If you clicked on this looking for black airforce energy, you have come to the right wrong place. No more spicy hot takes for you. this is tailored to the frequency of the creative, mystic—so if you resonate, restack or buy me a candle.
Have you ever heard your stomach growling very loudly? Embarrassed that others could hear the groans and moans. What if I told you that this isn’t the first time it has spoke? Before it rumbles, it speaks softly. Hunger is never quiet. Starvation is even louder but emptiness is still, discreet and unintrusive. We don’t readily notice the emptiness. We ignore it—going on about our day until it turns into an insatiable longing. Until we are ravenous and destitute. Who taught us to ignore instead of listen? Who conditioned us to quietly accept the emptiness? To suppress the hunger. To violently quell the starvation. To escape…Then we yearn and violently long. Until we become a feral, ravenous and vexed vessel disconnected from the very thing that gives us life. There is no growth without the gut. Nothing happens until it’s fed.
1The etymology of the word gut, root word guttas is defined as “a channel” and it’s related to the root word gote “channel or stream.” The idea that the intestines are the seat of the emotions draws back to ancient times. That idea would influence expressions such as gut reaction, gut feeling or having guts being added into the American lexicon. It would become synonymous with having spirit or courage to forge a path. I think anyone who calls themselves a creative, a writer and an artist must have guts.
Yet, there is no guidebook on how to follow this gut feeling.

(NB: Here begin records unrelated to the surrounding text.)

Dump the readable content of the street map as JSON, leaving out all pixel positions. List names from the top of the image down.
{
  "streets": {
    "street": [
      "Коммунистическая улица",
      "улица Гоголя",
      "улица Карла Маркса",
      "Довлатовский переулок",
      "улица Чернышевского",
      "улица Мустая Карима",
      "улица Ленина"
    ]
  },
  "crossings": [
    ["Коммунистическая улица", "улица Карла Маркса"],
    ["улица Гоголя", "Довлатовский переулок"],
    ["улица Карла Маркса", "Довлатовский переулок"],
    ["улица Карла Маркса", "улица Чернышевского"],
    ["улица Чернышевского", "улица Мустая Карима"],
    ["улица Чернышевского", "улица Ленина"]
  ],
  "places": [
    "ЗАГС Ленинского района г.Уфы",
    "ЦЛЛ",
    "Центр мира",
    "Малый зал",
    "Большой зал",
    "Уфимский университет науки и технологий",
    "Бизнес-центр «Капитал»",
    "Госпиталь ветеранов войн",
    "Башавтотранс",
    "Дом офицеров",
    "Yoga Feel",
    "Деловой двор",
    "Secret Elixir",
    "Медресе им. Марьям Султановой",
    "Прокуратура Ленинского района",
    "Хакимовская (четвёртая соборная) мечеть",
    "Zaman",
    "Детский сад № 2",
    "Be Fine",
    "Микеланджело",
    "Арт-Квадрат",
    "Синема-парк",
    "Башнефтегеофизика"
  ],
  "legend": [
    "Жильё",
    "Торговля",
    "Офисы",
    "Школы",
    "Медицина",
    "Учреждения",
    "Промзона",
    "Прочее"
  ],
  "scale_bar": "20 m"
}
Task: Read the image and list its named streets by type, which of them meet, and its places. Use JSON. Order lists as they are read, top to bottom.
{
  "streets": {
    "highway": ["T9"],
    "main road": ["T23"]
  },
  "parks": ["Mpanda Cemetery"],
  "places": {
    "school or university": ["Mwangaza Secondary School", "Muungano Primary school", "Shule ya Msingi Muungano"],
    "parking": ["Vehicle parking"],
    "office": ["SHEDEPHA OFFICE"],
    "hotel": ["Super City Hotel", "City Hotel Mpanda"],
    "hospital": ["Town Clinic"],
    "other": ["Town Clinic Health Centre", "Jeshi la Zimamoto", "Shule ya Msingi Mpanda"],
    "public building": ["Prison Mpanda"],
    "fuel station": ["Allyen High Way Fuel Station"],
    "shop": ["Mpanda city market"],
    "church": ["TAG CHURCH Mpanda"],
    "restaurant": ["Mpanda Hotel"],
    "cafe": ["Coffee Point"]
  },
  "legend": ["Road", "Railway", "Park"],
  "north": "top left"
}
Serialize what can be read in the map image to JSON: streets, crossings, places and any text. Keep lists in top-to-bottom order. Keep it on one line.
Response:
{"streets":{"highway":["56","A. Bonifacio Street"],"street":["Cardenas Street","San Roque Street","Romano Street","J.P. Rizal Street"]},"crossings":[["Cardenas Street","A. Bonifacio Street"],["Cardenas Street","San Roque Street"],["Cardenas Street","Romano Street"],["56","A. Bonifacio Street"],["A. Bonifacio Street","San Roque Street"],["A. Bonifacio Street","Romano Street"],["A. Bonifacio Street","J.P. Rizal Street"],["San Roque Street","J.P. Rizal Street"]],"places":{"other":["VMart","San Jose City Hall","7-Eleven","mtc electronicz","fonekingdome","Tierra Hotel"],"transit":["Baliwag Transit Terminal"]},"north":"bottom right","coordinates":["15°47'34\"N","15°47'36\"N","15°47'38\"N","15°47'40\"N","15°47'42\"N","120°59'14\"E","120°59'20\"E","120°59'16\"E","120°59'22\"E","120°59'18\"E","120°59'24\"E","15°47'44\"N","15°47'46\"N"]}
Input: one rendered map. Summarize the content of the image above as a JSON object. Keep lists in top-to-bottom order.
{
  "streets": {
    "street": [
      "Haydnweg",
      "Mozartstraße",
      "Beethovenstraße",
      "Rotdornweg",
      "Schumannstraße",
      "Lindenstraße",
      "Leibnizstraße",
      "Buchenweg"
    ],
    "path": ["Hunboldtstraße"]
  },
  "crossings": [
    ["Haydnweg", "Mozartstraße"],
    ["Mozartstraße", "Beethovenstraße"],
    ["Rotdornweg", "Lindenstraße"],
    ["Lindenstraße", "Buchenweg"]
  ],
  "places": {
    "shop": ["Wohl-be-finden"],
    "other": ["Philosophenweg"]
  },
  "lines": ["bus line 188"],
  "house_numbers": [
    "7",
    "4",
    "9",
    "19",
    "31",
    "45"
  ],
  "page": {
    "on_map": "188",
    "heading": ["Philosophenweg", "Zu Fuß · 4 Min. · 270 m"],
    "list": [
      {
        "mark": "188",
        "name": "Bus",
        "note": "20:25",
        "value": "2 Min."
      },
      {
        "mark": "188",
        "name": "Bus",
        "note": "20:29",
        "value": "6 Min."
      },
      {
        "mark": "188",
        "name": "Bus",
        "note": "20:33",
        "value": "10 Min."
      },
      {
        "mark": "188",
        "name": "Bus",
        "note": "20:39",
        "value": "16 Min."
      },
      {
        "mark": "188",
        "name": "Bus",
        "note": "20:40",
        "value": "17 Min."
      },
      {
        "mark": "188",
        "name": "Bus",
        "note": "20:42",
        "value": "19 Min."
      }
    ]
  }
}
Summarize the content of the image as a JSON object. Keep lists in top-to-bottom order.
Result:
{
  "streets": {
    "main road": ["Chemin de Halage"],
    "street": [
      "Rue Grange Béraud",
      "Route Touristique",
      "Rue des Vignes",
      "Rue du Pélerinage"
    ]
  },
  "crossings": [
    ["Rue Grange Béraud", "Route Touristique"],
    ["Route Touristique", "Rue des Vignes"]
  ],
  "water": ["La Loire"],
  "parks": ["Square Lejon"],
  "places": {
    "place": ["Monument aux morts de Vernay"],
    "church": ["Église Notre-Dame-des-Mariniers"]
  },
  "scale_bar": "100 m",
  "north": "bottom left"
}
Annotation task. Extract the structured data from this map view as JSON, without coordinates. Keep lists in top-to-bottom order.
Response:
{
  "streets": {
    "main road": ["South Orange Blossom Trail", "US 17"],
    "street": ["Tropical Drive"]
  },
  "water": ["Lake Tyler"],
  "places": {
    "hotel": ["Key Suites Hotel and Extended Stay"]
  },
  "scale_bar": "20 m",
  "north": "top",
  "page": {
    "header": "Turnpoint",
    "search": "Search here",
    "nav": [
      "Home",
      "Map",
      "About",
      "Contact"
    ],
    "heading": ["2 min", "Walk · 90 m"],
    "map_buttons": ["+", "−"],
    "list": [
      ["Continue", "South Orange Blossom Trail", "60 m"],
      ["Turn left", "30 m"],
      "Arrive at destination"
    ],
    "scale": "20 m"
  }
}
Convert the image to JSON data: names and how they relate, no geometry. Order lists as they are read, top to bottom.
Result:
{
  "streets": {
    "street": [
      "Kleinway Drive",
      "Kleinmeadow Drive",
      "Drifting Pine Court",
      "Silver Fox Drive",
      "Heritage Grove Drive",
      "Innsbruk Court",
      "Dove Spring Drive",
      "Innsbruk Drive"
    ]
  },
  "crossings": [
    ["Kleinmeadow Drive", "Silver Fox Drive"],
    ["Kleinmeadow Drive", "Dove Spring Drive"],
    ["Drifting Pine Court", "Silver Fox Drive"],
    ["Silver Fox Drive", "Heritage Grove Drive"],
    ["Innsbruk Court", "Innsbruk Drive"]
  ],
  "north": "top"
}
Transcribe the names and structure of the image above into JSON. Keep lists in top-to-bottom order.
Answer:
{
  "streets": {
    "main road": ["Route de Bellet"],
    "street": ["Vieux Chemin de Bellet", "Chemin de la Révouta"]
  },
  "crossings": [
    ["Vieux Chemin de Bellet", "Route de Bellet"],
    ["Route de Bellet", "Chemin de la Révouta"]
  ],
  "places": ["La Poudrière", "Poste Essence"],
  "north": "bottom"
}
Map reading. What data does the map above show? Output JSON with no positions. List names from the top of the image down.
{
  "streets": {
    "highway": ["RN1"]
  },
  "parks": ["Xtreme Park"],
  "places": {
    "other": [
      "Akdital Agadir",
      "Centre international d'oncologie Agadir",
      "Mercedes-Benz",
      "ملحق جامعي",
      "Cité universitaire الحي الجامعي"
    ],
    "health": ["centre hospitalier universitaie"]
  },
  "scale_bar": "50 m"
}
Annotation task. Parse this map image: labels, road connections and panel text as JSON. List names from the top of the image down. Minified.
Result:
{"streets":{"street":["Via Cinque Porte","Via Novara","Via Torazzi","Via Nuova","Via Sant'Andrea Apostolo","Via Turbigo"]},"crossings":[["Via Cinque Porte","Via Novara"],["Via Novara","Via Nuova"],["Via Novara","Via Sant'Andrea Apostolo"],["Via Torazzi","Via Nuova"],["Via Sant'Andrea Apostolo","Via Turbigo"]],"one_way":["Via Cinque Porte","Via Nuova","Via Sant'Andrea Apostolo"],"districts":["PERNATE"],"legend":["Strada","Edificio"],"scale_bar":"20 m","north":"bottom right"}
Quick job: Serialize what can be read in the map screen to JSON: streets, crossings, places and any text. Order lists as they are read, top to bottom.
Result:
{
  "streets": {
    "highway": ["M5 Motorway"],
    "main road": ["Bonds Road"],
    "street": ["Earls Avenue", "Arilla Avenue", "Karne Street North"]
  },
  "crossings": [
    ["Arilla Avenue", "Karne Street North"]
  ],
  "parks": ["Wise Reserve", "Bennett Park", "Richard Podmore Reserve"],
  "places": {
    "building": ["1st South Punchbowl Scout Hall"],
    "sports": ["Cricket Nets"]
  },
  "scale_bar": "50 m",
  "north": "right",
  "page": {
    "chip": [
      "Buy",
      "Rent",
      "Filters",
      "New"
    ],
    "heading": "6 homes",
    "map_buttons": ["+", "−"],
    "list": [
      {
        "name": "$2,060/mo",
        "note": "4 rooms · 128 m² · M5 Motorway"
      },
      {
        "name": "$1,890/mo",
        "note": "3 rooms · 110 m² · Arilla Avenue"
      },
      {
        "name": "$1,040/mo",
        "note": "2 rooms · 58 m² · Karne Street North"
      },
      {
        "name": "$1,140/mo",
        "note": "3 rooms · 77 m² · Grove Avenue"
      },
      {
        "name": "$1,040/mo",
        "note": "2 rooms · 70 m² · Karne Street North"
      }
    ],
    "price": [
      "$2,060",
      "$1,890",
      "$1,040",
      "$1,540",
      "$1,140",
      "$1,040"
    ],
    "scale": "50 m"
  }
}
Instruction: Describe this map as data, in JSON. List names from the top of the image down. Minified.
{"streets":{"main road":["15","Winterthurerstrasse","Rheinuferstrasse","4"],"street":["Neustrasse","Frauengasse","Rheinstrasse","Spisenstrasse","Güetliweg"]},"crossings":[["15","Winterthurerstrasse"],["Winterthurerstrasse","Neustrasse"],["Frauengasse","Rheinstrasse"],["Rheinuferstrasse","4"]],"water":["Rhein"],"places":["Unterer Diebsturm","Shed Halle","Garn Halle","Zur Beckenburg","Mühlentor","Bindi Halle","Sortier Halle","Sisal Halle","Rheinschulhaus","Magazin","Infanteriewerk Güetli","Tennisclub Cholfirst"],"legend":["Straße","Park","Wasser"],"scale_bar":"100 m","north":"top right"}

We don’t learn it in school.
It’s not taught in a college course.
Our family doesn’t nurture it in us.
We might go on with the emptiness, until it becomes unbearable. Until we begin to seek outside of ourselves to satiate the inanition. We begin to internalize the applause. We remember the look of awe, the smile, the hand over the heart as their eyes endure, the likes, the little dopamine rushes, the wows and the laughter after a joke. We notice the responses when we say something shocking. Now, we are chasing that feeling everyday, it becomes the only time we’re fed but it’s the equivalent of being fed junk food—an instant rush followed by a crash. At the core this is the very nature of the existential crashout. Extrinsic motivation has never been sustainable, not even by the least. The creative process must be sustained by something more—a inner burning fire, not by will, but a burning question.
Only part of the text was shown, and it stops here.